The increased globalised threat of ransomware, particularly ransomware as a service, also has quite a few unintended consequences and repercussions for the supply chain. “If we look back to WannaCry..., while there was a dramatic effect on healthcare, many other sectors found themselves dealing with the outcomes related directly and indirectly to that particular strain.”
Critical common vulnerabilities and exploits in 2021 numbered more than 13 000, adds Emerson. “We saw major software products, and the operating system level in mail services on that list. We also saw open source, which has given way to some discussion as we move into the reality of critical vulnerabilities coming out of the open source environment.
“Then there was Log4J flaw in Apache’s software. In immediate weeks after proof of concept of Log4J, more than 100 hacking attempts were happening per minute.
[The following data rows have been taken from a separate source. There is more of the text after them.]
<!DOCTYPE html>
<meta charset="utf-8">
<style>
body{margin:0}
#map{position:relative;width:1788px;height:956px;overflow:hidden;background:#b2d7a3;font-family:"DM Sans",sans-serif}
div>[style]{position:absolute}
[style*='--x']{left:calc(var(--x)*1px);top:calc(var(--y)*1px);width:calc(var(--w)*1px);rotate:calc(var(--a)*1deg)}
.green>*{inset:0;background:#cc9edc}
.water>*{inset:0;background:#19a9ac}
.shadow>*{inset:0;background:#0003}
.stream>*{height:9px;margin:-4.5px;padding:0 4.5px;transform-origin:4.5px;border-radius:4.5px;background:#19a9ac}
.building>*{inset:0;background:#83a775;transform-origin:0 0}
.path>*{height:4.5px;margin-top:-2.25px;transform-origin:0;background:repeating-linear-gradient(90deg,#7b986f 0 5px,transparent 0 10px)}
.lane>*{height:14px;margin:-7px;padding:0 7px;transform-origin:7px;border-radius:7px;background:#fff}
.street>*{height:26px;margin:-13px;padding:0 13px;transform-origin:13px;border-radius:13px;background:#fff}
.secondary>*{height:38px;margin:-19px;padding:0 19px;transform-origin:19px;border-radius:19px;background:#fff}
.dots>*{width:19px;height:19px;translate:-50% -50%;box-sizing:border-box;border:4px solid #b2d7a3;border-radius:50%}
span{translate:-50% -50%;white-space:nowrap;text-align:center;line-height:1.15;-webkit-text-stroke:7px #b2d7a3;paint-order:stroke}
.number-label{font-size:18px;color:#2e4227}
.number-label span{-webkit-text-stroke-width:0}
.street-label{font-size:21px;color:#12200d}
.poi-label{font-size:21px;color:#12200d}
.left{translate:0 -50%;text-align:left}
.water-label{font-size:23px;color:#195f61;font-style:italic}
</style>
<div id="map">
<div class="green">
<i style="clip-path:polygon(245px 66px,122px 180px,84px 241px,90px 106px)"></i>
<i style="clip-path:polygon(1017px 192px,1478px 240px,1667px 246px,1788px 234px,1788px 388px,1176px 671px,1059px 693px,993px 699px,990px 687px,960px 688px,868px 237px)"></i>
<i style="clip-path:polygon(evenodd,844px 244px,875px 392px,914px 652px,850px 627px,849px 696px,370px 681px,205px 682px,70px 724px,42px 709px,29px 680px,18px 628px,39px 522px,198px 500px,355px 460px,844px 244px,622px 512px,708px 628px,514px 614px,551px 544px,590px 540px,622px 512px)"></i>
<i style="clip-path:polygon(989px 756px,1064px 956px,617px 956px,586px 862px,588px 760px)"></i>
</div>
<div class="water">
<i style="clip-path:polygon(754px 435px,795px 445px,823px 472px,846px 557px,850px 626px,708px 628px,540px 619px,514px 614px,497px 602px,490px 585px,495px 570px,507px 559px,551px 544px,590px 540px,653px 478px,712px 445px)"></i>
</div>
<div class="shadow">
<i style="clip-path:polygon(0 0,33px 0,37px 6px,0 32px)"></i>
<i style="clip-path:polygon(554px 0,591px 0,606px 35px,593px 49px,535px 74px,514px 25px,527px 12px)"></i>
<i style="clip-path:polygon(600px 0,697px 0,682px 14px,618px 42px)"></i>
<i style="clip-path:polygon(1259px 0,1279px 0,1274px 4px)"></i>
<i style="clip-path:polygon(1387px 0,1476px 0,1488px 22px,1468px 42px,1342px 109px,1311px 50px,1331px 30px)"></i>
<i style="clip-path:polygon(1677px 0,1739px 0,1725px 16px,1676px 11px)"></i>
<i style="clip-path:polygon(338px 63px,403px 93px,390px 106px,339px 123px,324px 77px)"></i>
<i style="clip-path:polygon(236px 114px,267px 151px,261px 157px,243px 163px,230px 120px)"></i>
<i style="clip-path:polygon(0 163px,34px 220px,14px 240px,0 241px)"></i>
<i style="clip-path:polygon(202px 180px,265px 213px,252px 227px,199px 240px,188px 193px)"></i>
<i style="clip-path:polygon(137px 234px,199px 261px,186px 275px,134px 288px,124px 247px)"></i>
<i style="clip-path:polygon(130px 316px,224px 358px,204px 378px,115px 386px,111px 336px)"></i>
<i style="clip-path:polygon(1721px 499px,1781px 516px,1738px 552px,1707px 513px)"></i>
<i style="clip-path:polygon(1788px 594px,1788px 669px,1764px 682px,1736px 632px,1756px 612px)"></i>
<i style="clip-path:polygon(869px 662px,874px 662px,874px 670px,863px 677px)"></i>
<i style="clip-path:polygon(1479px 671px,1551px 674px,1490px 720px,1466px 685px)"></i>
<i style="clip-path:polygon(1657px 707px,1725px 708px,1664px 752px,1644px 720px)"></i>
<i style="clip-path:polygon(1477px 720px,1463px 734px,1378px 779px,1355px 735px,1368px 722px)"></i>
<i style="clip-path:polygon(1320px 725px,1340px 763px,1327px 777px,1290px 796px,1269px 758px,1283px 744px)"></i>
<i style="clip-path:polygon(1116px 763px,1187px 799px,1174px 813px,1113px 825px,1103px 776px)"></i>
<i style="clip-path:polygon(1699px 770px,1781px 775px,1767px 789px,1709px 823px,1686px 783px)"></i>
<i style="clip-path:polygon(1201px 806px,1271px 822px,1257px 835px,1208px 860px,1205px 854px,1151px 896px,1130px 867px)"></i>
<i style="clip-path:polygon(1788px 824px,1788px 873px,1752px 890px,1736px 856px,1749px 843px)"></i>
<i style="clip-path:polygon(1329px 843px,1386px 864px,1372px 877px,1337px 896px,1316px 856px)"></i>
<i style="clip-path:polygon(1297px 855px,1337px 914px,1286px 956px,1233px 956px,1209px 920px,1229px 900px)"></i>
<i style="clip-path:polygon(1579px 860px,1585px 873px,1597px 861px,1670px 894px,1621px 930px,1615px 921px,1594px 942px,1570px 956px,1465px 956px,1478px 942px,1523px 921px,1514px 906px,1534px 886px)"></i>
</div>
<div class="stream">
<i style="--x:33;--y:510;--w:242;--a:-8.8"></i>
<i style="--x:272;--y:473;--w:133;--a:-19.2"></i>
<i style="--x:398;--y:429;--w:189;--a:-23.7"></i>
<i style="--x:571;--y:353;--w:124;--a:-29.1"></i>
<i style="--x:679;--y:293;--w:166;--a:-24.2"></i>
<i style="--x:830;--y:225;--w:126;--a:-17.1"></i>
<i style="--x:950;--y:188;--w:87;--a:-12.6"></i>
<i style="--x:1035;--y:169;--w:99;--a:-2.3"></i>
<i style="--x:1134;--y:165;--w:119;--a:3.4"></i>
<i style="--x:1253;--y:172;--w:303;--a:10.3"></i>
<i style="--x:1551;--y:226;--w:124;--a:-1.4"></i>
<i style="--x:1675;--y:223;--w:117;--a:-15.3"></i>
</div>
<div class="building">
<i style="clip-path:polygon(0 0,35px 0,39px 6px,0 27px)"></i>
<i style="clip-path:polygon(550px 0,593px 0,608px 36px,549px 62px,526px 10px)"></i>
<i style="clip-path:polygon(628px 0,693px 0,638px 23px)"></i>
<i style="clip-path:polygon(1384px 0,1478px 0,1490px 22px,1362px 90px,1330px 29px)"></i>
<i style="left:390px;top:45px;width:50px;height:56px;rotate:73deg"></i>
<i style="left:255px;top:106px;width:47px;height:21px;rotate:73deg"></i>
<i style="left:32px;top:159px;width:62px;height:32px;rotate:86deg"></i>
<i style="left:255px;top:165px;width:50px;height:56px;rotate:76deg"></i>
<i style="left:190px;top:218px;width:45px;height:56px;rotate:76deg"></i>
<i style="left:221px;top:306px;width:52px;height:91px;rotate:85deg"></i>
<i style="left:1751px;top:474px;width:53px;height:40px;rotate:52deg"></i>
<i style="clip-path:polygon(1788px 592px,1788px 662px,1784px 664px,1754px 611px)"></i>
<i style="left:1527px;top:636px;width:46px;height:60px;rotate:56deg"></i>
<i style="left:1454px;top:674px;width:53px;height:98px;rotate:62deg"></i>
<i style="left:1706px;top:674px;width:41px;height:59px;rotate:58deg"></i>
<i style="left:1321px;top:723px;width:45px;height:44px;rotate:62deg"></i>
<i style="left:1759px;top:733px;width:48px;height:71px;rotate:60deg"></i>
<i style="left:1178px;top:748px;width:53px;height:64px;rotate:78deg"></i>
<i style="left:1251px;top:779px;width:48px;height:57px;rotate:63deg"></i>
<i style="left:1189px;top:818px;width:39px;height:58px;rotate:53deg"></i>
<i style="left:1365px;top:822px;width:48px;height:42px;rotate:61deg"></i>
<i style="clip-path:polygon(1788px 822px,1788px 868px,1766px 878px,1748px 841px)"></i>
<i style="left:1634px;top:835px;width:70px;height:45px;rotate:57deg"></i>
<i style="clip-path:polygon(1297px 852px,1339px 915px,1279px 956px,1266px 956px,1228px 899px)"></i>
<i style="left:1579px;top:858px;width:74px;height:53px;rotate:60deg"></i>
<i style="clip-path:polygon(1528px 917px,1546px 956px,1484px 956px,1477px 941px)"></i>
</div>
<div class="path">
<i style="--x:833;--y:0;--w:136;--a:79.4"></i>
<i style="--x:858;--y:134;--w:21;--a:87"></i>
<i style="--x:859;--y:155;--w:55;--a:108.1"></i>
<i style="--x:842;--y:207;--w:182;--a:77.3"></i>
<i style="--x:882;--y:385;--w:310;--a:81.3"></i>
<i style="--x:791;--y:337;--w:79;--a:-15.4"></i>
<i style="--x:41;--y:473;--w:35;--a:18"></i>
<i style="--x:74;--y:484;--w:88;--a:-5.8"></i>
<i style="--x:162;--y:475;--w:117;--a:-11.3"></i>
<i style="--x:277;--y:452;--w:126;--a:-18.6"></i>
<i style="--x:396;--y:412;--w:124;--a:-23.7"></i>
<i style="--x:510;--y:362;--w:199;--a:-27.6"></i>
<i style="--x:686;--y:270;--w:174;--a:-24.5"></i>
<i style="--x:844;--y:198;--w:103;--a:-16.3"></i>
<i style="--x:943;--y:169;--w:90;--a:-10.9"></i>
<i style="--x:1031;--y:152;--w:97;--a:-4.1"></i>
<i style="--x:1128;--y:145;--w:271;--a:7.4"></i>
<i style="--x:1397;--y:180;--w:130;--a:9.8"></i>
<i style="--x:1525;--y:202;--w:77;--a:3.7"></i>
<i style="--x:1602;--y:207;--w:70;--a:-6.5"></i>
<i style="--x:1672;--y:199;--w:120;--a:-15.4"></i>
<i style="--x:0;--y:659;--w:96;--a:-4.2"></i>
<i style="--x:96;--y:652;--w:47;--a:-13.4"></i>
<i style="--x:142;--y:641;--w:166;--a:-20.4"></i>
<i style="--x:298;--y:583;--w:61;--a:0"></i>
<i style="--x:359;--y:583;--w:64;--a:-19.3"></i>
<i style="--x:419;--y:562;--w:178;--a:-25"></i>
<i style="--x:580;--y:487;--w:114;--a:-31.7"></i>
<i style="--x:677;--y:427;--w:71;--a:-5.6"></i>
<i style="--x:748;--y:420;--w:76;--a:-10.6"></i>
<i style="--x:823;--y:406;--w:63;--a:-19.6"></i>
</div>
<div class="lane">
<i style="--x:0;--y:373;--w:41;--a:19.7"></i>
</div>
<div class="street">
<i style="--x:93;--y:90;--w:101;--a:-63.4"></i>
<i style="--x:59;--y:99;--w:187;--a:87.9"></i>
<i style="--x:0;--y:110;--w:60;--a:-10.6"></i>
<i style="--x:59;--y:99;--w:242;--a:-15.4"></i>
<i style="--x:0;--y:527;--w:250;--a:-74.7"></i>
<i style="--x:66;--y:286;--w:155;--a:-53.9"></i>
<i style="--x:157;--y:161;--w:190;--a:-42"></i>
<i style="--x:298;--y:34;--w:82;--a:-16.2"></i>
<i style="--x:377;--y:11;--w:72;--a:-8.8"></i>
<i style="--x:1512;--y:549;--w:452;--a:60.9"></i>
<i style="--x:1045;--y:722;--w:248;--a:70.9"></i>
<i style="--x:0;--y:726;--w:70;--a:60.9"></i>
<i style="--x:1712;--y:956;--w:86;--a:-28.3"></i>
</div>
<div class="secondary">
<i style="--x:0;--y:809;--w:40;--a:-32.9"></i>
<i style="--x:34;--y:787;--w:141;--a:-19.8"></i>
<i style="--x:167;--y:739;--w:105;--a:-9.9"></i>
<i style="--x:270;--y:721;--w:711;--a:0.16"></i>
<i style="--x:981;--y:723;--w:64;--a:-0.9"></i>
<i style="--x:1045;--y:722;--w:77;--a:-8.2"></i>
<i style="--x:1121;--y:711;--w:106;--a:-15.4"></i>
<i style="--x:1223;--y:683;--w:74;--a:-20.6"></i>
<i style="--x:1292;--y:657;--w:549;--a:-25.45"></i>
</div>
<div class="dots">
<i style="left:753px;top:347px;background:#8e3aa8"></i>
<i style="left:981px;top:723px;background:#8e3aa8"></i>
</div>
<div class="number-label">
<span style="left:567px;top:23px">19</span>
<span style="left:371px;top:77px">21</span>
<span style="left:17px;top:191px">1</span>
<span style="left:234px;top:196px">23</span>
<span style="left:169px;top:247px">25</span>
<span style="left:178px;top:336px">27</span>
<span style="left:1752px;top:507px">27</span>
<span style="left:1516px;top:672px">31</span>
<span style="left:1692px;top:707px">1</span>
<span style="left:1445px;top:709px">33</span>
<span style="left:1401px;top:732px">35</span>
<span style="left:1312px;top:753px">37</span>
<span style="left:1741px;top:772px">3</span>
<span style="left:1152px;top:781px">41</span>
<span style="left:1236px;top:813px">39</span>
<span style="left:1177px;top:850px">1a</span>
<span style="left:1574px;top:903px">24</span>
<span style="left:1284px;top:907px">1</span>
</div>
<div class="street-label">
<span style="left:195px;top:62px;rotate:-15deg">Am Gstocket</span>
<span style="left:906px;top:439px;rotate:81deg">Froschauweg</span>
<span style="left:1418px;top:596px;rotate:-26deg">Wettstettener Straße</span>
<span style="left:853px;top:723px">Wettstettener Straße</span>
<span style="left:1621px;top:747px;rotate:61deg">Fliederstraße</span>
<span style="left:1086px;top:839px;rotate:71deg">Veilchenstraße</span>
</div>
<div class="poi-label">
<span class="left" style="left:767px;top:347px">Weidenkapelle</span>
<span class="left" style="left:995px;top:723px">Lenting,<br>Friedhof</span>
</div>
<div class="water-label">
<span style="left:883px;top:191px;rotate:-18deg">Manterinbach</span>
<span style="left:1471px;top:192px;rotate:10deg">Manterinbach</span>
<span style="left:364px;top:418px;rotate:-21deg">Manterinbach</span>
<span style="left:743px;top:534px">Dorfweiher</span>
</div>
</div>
The broad scope of that particular vulnerability led to an obvious difficulty in finding all the instances in the different suites where that software was used for development,” he explains.
Moreover, it was a point of intrusion for ransomware attacks as well as nation state attacks. “We saw it automated, and coming from botnet sources, reverse shell attacks that lead to an effective fillers execution so malware executed in memory without leaving forensic touch points on the file system, or the kind of artefacts that we would normally expect to find as we evolve into 2022.”
In addition, Emerson says he’s seen a number of notable points of multi-factor authentication exploited in a default sense, and development teams in corporate environments being targeted for certificate breaches, to try to piggyback on those certificates to pivot into other environments.
“We've seen devices effectively attacked, and source codes stolen as relates to common major market mobile devices, and most recently, we've seen attacks on a carrier grade appliances from major brands,” he adds.
The bottom line? "We are seeing a slew of critical vulnerabilities targeting a broad swathe of technologies," he ends.